• Work to be completed: Write every line below out again exactly, images omitted.
::: Working data
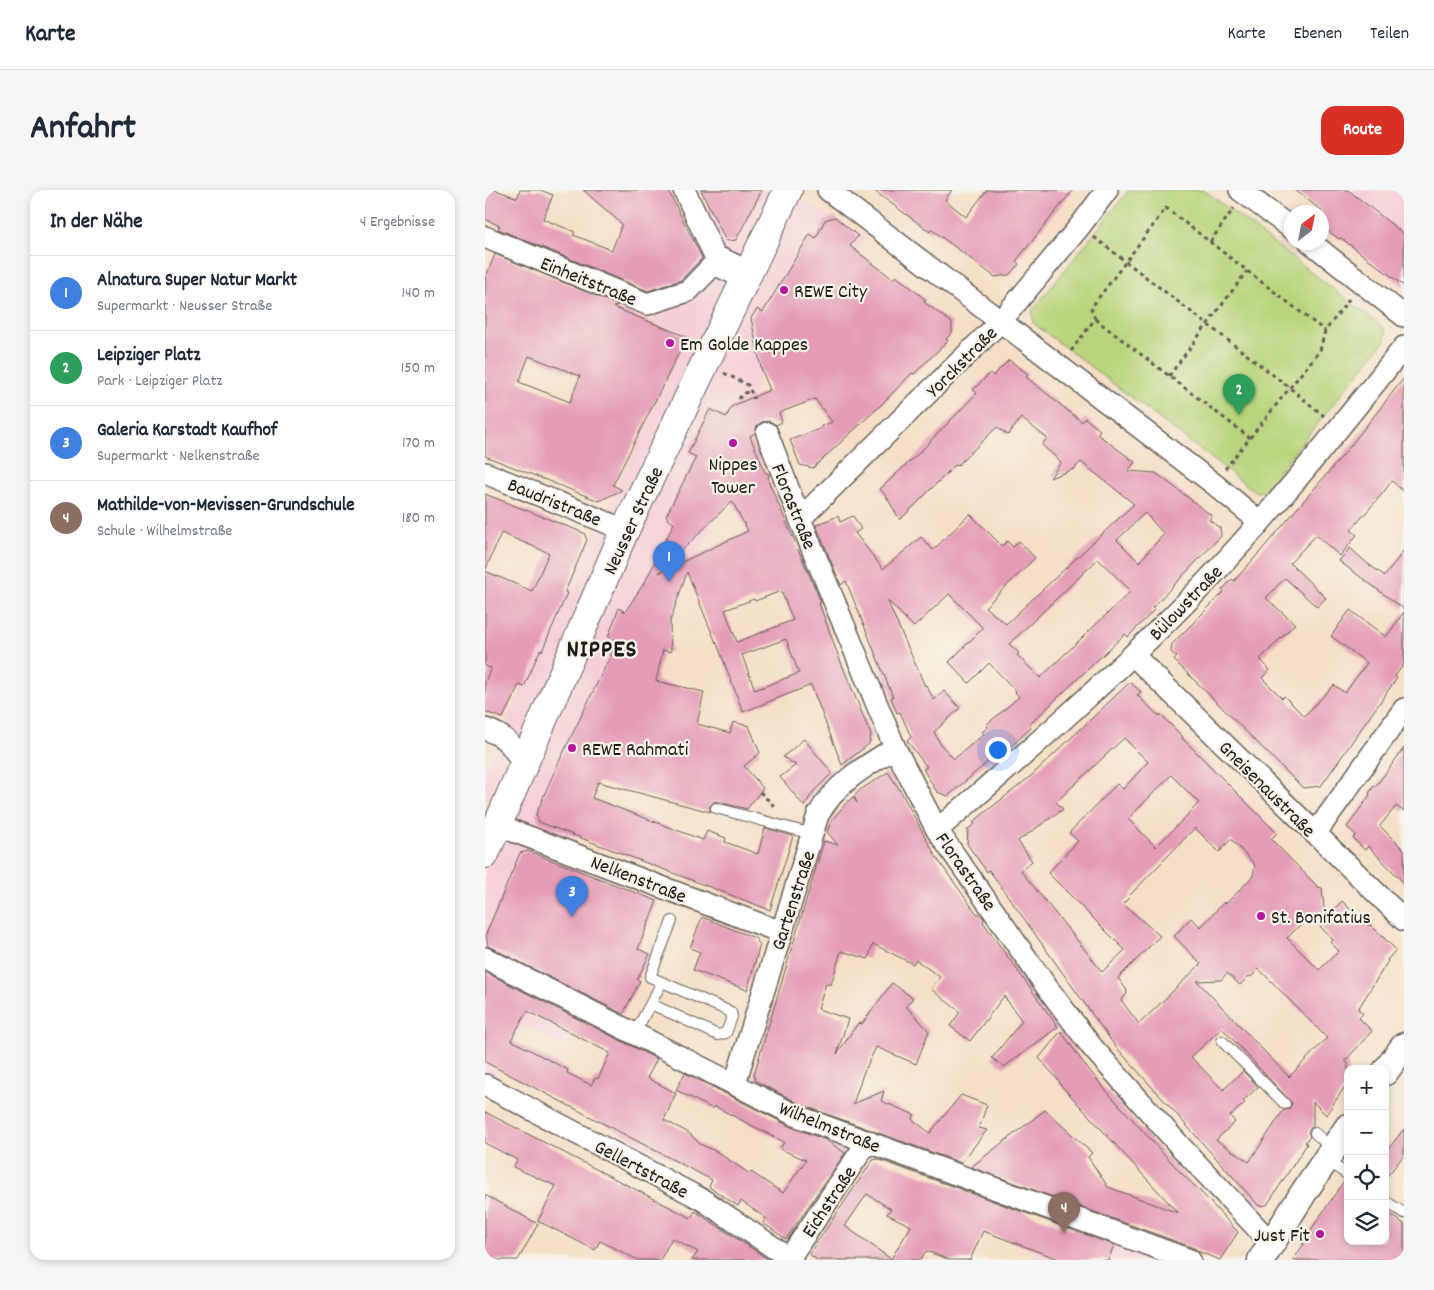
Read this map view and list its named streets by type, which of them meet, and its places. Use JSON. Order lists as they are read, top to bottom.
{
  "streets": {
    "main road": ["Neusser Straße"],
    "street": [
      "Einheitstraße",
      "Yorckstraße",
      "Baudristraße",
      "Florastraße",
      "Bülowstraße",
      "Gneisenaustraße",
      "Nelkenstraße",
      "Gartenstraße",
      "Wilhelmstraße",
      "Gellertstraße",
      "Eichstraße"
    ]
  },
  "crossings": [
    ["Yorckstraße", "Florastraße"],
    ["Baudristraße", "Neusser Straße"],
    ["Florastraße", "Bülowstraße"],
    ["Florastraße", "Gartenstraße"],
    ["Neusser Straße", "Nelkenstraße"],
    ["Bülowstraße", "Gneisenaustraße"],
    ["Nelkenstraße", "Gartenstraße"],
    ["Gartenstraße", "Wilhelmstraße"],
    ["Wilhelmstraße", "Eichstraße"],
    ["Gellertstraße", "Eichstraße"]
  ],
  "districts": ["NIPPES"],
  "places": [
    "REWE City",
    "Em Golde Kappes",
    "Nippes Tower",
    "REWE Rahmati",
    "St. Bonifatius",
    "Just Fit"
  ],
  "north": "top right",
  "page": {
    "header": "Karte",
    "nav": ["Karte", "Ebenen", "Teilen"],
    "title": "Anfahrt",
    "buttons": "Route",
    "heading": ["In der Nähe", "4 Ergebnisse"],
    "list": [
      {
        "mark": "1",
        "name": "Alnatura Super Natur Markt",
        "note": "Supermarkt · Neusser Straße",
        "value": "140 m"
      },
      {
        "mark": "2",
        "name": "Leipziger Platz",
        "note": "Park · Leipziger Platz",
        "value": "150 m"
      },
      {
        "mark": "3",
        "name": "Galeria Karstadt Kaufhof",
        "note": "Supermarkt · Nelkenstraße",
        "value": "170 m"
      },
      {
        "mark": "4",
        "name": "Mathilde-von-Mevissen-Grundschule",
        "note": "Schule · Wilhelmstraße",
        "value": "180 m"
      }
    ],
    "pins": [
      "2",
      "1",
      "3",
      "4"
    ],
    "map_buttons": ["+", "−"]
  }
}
::::::
• Solution to this task:
Read this map view and list its named streets by type, which of them meet, and its places. Use JSON. Order lists as they are read, top to bottom.
{
  "streets": {
    "main road": ["Neusser Straße"],
    "street": [
      "Einheitstraße",
      "Yorckstraße",
      "Baudristraße",
      "Florastraße",
      "Bülowstraße",
      "Gneisenaustraße",
      "Nelkenstraße",
      "Gartenstraße",
      "Wilhelmstraße",
      "Gellertstraße",
      "Eichstraße"
    ]
  },
  "crossings": [
    ["Yorckstraße", "Florastraße"],
    ["Baudristraße", "Neusser Straße"],
    ["Florastraße", "Bülowstraße"],
    ["Florastraße", "Gartenstraße"],
    ["Neusser Straße", "Nelkenstraße"],
    ["Bülowstraße", "Gneisenaustraße"],
    ["Nelkenstraße", "Gartenstraße"],
    ["Gartenstraße", "Wilhelmstraße"],
    ["Wilhelmstraße", "Eichstraße"],
    ["Gellertstraße", "Eichstraße"]
  ],
  "districts": ["NIPPES"],
  "places": [
    "REWE City",
    "Em Golde Kappes",
    "Nippes Tower",
    "REWE Rahmati",
    "St. Bonifatius",
    "Just Fit"
  ],
  "north": "top right",
  "page": {
    "header": "Karte",
    "nav": ["Karte", "Ebenen", "Teilen"],
    "title": "Anfahrt",
    "buttons": "Route",
    "heading": ["In der Nähe", "4 Ergebnisse"],
    "list": [
      {
        "mark": "1",
        "name": "Alnatura Super Natur Markt",
        "note": "Supermarkt · Neusser Straße",
        "value": "140 m"
      },
      {
        "mark": "2",
        "name": "Leipziger Platz",
        "note": "Park · Leipziger Platz",
        "value": "150 m"
      },
      {
        "mark": "3",
        "name": "Galeria Karstadt Kaufhof",
        "note": "Supermarkt · Nelkenstraße",
        "value": "170 m"
      },
      {
        "mark": "4",
        "name": "Mathilde-von-Mevissen-Grundschule",
        "note": "Schule · Wilhelmstraße",
        "value": "180 m"
      }
    ],
    "pins": [
      "2",
      "1",
      "3",
      "4"
    ],
    "map_buttons": ["+", "−"]
  }
}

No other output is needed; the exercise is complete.